Could you return every line of the material that contains the word "content"?

**** INFORMATION SHOWN

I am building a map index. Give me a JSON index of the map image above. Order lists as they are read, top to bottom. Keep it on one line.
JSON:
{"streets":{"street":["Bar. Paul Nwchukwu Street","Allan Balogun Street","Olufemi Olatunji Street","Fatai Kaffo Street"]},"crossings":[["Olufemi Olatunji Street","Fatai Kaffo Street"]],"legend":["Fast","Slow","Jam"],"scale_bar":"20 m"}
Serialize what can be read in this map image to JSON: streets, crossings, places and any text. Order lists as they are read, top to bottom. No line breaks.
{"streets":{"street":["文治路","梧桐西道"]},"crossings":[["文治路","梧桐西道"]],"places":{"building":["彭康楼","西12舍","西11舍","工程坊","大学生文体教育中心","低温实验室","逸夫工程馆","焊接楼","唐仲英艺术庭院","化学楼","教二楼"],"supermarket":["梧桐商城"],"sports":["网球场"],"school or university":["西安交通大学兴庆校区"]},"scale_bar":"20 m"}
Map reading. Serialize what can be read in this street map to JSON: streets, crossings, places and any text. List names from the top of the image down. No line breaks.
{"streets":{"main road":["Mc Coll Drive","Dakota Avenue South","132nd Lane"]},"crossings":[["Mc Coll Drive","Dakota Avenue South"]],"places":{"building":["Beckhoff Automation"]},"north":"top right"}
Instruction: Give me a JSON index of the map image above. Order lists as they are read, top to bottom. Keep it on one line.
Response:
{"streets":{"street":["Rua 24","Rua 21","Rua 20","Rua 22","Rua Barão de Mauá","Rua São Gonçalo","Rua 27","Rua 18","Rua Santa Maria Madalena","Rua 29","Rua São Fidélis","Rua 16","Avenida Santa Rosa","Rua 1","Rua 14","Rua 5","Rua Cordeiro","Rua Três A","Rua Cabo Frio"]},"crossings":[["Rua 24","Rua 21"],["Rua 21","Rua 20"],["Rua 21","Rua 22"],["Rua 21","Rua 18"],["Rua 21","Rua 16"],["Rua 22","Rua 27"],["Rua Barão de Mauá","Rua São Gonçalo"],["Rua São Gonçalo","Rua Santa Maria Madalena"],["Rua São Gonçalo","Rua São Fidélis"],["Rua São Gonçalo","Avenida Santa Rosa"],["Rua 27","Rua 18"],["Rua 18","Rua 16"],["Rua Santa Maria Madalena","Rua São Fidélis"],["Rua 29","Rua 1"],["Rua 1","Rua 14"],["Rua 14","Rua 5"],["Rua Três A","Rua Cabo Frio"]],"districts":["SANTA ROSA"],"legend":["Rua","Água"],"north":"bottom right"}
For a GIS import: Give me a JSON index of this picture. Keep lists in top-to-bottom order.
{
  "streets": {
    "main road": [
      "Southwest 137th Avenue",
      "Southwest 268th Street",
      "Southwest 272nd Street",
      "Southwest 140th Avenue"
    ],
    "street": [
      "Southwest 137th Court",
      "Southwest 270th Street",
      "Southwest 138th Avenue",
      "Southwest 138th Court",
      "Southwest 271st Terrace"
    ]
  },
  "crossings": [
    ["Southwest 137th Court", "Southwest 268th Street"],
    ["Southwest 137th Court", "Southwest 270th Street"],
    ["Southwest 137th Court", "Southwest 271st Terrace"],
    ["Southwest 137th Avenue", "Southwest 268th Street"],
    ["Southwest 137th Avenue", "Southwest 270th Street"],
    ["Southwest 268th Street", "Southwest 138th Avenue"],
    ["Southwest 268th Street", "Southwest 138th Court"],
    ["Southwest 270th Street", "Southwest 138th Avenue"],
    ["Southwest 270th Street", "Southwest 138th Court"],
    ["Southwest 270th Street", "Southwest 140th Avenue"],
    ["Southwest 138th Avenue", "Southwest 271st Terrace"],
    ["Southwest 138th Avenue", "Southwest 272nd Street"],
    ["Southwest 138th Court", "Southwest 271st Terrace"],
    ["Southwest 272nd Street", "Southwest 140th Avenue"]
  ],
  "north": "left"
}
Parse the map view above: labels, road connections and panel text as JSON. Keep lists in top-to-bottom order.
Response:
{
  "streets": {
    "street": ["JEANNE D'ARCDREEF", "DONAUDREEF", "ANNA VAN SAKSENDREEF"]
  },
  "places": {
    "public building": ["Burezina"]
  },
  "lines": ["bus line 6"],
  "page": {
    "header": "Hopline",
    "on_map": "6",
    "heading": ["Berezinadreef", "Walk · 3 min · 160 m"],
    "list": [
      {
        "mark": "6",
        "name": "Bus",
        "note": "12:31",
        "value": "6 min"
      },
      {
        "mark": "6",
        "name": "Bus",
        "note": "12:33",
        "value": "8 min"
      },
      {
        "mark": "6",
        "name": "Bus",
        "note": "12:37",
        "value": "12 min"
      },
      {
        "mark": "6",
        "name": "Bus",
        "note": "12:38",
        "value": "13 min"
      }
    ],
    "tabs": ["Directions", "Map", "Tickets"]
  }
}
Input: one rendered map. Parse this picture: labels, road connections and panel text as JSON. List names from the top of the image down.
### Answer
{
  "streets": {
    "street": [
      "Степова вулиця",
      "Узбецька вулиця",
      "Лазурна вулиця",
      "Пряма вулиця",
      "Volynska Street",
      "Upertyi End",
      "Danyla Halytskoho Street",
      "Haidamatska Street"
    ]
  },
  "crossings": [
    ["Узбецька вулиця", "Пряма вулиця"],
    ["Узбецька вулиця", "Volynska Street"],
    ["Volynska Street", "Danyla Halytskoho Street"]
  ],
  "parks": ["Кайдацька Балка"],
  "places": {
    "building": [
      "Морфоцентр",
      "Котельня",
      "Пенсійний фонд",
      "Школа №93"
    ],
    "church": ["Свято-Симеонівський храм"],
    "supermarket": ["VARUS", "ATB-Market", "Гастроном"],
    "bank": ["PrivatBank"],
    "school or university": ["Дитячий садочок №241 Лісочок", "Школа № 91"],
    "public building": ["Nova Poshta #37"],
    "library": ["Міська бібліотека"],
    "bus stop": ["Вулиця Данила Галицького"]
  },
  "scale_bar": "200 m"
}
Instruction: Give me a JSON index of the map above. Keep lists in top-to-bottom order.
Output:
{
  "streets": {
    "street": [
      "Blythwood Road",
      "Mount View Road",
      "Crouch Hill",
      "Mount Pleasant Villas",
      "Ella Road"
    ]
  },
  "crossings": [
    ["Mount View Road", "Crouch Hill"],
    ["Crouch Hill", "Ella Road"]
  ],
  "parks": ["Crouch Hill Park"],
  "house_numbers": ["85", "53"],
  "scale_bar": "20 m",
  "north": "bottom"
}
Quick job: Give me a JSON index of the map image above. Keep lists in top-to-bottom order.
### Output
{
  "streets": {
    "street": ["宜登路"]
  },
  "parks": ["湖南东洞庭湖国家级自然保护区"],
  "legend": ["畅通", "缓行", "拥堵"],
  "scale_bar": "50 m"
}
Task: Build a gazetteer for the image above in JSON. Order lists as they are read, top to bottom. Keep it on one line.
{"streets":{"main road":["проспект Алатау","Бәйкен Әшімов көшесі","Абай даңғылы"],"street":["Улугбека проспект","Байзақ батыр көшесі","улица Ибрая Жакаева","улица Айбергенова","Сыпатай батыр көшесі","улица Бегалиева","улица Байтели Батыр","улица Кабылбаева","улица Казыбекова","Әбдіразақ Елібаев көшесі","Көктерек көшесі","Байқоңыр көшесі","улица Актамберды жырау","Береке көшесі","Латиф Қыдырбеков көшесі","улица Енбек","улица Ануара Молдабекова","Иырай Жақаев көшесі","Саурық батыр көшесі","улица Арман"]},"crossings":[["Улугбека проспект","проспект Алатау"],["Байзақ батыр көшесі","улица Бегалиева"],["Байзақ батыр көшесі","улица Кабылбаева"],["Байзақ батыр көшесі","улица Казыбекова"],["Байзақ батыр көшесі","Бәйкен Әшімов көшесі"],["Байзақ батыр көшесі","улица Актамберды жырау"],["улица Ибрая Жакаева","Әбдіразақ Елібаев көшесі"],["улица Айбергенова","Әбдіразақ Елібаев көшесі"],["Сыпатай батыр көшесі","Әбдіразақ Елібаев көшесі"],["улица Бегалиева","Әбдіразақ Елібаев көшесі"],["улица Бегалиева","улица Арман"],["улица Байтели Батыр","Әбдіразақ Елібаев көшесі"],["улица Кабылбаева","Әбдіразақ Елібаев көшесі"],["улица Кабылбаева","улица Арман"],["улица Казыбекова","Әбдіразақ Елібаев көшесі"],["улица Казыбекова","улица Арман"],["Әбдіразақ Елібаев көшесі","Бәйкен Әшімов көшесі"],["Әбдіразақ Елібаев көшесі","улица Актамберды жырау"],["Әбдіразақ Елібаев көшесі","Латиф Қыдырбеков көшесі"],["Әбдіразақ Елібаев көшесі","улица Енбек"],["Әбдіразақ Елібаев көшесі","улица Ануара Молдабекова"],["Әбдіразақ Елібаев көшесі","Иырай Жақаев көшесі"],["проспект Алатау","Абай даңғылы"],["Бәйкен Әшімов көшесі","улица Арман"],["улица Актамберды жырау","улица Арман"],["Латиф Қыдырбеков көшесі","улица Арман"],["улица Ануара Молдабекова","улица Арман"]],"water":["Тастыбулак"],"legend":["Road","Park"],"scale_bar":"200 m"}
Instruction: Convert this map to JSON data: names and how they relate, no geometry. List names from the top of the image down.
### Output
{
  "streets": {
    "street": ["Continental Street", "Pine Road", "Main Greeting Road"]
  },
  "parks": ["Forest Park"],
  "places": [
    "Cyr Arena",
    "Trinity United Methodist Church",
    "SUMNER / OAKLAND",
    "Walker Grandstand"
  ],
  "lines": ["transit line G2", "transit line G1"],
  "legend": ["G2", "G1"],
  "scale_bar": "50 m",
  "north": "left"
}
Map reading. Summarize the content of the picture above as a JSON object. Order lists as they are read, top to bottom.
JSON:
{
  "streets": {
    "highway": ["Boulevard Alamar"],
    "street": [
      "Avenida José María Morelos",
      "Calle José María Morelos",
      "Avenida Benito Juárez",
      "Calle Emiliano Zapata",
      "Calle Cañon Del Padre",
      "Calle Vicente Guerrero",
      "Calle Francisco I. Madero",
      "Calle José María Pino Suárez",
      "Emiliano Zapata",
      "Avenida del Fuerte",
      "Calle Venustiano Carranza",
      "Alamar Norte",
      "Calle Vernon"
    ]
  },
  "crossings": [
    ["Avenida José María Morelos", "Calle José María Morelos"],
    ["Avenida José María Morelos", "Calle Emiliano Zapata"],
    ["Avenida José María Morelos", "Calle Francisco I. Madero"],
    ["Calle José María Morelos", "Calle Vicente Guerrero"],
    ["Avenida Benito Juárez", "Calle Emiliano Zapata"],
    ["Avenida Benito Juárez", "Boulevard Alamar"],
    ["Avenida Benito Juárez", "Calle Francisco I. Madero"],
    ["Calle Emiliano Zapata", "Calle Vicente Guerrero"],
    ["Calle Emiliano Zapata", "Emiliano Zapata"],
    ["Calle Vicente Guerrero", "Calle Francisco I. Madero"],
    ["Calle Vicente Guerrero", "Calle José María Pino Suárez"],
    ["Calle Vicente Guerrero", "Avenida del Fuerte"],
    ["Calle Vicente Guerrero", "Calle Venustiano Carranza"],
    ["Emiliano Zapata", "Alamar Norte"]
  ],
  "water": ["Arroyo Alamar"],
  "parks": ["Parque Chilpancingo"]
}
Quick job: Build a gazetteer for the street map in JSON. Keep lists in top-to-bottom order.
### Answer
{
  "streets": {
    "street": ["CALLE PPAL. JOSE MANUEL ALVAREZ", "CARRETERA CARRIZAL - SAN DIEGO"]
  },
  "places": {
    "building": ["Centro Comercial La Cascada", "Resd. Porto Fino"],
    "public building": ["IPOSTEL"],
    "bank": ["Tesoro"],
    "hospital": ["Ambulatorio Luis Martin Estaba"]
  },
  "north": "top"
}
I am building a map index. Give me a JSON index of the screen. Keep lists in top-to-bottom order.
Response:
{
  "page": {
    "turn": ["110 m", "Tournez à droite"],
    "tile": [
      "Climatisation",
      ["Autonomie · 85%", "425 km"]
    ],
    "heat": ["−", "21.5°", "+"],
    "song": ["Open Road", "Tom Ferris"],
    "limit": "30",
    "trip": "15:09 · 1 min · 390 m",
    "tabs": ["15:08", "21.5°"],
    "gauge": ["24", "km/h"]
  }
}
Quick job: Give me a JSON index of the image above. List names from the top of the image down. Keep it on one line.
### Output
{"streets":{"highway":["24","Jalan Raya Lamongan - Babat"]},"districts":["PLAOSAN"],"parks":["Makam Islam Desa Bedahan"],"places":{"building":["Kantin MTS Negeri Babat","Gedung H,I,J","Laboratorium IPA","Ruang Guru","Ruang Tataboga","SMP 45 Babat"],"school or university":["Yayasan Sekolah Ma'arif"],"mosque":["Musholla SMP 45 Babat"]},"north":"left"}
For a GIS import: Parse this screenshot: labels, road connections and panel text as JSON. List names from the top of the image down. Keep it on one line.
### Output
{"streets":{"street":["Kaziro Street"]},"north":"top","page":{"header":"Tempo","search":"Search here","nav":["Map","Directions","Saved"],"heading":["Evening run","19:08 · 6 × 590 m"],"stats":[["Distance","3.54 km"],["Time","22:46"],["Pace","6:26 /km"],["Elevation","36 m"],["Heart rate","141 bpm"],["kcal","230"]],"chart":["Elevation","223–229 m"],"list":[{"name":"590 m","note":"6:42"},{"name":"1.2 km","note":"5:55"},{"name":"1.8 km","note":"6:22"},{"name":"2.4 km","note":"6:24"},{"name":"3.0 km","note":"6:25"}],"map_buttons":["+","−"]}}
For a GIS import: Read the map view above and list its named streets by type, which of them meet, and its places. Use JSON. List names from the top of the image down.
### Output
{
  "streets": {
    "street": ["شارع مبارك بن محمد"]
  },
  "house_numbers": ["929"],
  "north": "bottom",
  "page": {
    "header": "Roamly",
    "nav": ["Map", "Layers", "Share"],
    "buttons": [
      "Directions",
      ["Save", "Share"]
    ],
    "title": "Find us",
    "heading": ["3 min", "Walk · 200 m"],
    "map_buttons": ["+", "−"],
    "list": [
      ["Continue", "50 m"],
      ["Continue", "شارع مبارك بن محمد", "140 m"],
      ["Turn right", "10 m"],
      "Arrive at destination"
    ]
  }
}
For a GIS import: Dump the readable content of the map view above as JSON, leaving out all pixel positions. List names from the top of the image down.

********

◆ **THE ANSWER**
Map reading. Summarize the content of the picture above as a JSON object. Order lists as they are read, top to bottom.
For a GIS import: Dump the readable content of the map view above as JSON, leaving out all pixel positions. List names from the top of the image down.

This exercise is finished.